━━━ Data shown ━━━

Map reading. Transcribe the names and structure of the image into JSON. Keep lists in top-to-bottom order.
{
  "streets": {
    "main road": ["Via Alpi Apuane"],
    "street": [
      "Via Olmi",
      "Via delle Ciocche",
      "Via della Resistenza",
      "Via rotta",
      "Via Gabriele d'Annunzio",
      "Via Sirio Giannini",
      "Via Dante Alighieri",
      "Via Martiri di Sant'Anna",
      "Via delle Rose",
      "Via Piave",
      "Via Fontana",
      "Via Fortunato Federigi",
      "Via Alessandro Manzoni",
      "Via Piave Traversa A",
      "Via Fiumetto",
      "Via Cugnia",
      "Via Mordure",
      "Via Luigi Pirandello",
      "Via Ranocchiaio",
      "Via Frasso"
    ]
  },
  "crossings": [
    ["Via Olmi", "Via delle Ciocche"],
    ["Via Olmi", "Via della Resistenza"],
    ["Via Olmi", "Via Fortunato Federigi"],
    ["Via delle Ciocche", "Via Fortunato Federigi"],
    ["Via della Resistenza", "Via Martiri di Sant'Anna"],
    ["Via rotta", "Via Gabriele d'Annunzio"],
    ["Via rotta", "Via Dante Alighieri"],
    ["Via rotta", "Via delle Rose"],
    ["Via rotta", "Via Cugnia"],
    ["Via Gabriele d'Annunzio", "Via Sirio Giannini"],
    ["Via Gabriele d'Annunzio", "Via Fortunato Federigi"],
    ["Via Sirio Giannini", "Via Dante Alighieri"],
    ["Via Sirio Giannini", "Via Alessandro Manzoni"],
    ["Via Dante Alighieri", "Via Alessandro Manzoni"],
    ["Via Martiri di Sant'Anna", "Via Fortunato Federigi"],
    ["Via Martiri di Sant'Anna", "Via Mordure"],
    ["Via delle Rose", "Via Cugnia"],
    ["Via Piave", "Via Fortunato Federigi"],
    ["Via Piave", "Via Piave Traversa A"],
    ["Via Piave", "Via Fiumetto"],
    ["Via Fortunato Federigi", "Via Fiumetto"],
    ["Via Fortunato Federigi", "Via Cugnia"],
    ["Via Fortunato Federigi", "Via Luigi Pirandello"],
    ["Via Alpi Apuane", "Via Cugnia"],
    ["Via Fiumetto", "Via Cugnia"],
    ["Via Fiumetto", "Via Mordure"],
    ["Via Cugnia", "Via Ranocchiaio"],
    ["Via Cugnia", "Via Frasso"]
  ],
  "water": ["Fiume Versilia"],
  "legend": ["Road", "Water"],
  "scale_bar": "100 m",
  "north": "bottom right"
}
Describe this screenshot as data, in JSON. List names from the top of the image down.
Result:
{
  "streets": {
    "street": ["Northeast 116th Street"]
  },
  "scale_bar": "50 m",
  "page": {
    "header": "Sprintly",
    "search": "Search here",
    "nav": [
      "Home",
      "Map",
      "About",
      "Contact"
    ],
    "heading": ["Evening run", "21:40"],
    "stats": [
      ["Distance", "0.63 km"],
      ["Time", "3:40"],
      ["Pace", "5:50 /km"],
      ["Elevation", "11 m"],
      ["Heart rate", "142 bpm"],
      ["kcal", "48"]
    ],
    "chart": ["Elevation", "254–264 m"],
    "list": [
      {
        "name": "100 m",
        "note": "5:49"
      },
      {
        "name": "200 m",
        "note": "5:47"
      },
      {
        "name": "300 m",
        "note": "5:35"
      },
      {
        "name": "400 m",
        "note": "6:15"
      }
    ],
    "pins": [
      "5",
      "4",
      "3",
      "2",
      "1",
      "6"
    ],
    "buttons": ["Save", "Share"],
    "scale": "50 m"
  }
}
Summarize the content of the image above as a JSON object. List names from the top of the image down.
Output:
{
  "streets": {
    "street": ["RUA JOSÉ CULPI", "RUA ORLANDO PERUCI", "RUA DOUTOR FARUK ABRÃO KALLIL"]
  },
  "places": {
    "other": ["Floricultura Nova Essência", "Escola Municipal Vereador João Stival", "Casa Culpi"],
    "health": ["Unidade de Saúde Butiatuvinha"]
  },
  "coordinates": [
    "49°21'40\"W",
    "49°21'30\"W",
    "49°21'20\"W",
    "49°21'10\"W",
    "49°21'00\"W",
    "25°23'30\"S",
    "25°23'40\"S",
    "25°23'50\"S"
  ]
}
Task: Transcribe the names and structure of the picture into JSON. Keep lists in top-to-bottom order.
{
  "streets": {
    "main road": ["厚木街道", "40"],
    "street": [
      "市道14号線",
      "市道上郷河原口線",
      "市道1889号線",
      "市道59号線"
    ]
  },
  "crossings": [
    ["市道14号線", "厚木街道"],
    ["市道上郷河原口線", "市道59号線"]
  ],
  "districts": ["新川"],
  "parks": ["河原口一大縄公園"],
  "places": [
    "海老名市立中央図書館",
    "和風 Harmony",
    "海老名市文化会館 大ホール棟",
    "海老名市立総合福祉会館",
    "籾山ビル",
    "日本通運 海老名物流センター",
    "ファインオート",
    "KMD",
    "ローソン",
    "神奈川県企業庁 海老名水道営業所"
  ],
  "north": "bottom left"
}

━━━

**Action item**. Nothing in the records should be left out; write all of them out again exactly.

**Final answer**.
Map reading. Transcribe the names and structure of the image into JSON. Keep lists in top-to-bottom order.
{
  "streets": {
    "main road": ["Via Alpi Apuane"],
    "street": [
      "Via Olmi",
      "Via delle Ciocche",
      "Via della Resistenza",
      "Via rotta",
      "Via Gabriele d'Annunzio",
      "Via Sirio Giannini",
      "Via Dante Alighieri",
      "Via Martiri di Sant'Anna",
      "Via delle Rose",
      "Via Piave",
      "Via Fontana",
      "Via Fortunato Federigi",
      "Via Alessandro Manzoni",
      "Via Piave Traversa A",
      "Via Fiumetto",
      "Via Cugnia",
      "Via Mordure",
      "Via Luigi Pirandello",
      "Via Ranocchiaio",
      "Via Frasso"
    ]
  },
  "crossings": [
    ["Via Olmi", "Via delle Ciocche"],
    ["Via Olmi", "Via della Resistenza"],
    ["Via Olmi", "Via Fortunato Federigi"],
    ["Via delle Ciocche", "Via Fortunato Federigi"],
    ["Via della Resistenza", "Via Martiri di Sant'Anna"],
    ["Via rotta", "Via Gabriele d'Annunzio"],
    ["Via rotta", "Via Dante Alighieri"],
    ["Via rotta", "Via delle Rose"],
    ["Via rotta", "Via Cugnia"],
    ["Via Gabriele d'Annunzio", "Via Sirio Giannini"],
    ["Via Gabriele d'Annunzio", "Via Fortunato Federigi"],
    ["Via Sirio Giannini", "Via Dante Alighieri"],
    ["Via Sirio Giannini", "Via Alessandro Manzoni"],
    ["Via Dante Alighieri", "Via Alessandro Manzoni"],
    ["Via Martiri di Sant'Anna", "Via Fortunato Federigi"],
    ["Via Martiri di Sant'Anna", "Via Mordure"],
    ["Via delle Rose", "Via Cugnia"],
    ["Via Piave", "Via Fortunato Federigi"],
    ["Via Piave", "Via Piave Traversa A"],
    ["Via Piave", "Via Fiumetto"],
    ["Via Fortunato Federigi", "Via Fiumetto"],
    ["Via Fortunato Federigi", "Via Cugnia"],
    ["Via Fortunato Federigi", "Via Luigi Pirandello"],
    ["Via Alpi Apuane", "Via Cugnia"],
    ["Via Fiumetto", "Via Cugnia"],
    ["Via Fiumetto", "Via Mordure"],
    ["Via Cugnia", "Via Ranocchiaio"],
    ["Via Cugnia", "Via Frasso"]
  ],
  "water": ["Fiume Versilia"],
  "legend": ["Road", "Water"],
  "scale_bar": "100 m",
  "north": "bottom right"
}
Describe this screenshot as data, in JSON. List names from the top of the image down.
Result:
{
  "streets": {
    "street": ["Northeast 116th Street"]
  },
  "scale_bar": "50 m",
  "page": {
    "header": "Sprintly",
    "search": "Search here",
    "nav": [
      "Home",
      "Map",
      "About",
      "Contact"
    ],
    "heading": ["Evening run", "21:40"],
    "stats": [
      ["Distance", "0.63 km"],
      ["Time", "3:40"],
      ["Pace", "5:50 /km"],
      ["Elevation", "11 m"],
      ["Heart rate", "142 bpm"],
      ["kcal", "48"]
    ],
    "chart": ["Elevation", "254–264 m"],
    "list": [
      {
        "name": "100 m",
        "note": "5:49"
      },
      {
        "name": "200 m",
        "note": "5:47"
      },
      {
        "name": "300 m",
        "note": "5:35"
      },
      {
        "name": "400 m",
        "note": "6:15"
      }
    ],
    "pins": [
      "5",
      "4",
      "3",
      "2",
      "1",
      "6"
    ],
    "buttons": ["Save", "Share"],
    "scale": "50 m"
  }
}
Summarize the content of the image above as a JSON object. List names from the top of the image down.
Output:
{
  "streets": {
    "street": ["RUA JOSÉ CULPI", "RUA ORLANDO PERUCI", "RUA DOUTOR FARUK ABRÃO KALLIL"]
  },
  "places": {
    "other": ["Floricultura Nova Essência", "Escola Municipal Vereador João Stival", "Casa Culpi"],
    "health": ["Unidade de Saúde Butiatuvinha"]
  },
  "coordinates": [
    "49°21'40\"W",
    "49°21'30\"W",
    "49°21'20\"W",
    "49°21'10\"W",
    "49°21'00\"W",
    "25°23'30\"S",
    "25°23'40\"S",
    "25°23'50\"S"
  ]
}
Task: Transcribe the names and structure of the picture into JSON. Keep lists in top-to-bottom order.
{
  "streets": {
    "main road": ["厚木街道", "40"],
    "street": [
      "市道14号線",
      "市道上郷河原口線",
      "市道1889号線",
      "市道59号線"
    ]
  },
  "crossings": [
    ["市道14号線", "厚木街道"],
    ["市道上郷河原口線", "市道59号線"]
  ],
  "districts": ["新川"],
  "parks": ["河原口一大縄公園"],
  "places": [
    "海老名市立中央図書館",
    "和風 Harmony",
    "海老名市文化会館 大ホール棟",
    "海老名市立総合福祉会館",
    "籾山ビル",
    "日本通運 海老名物流センター",
    "ファインオート",
    "KMD",
    "ローソン",
    "神奈川県企業庁 海老名水道営業所"
  ],
  "north": "bottom left"
}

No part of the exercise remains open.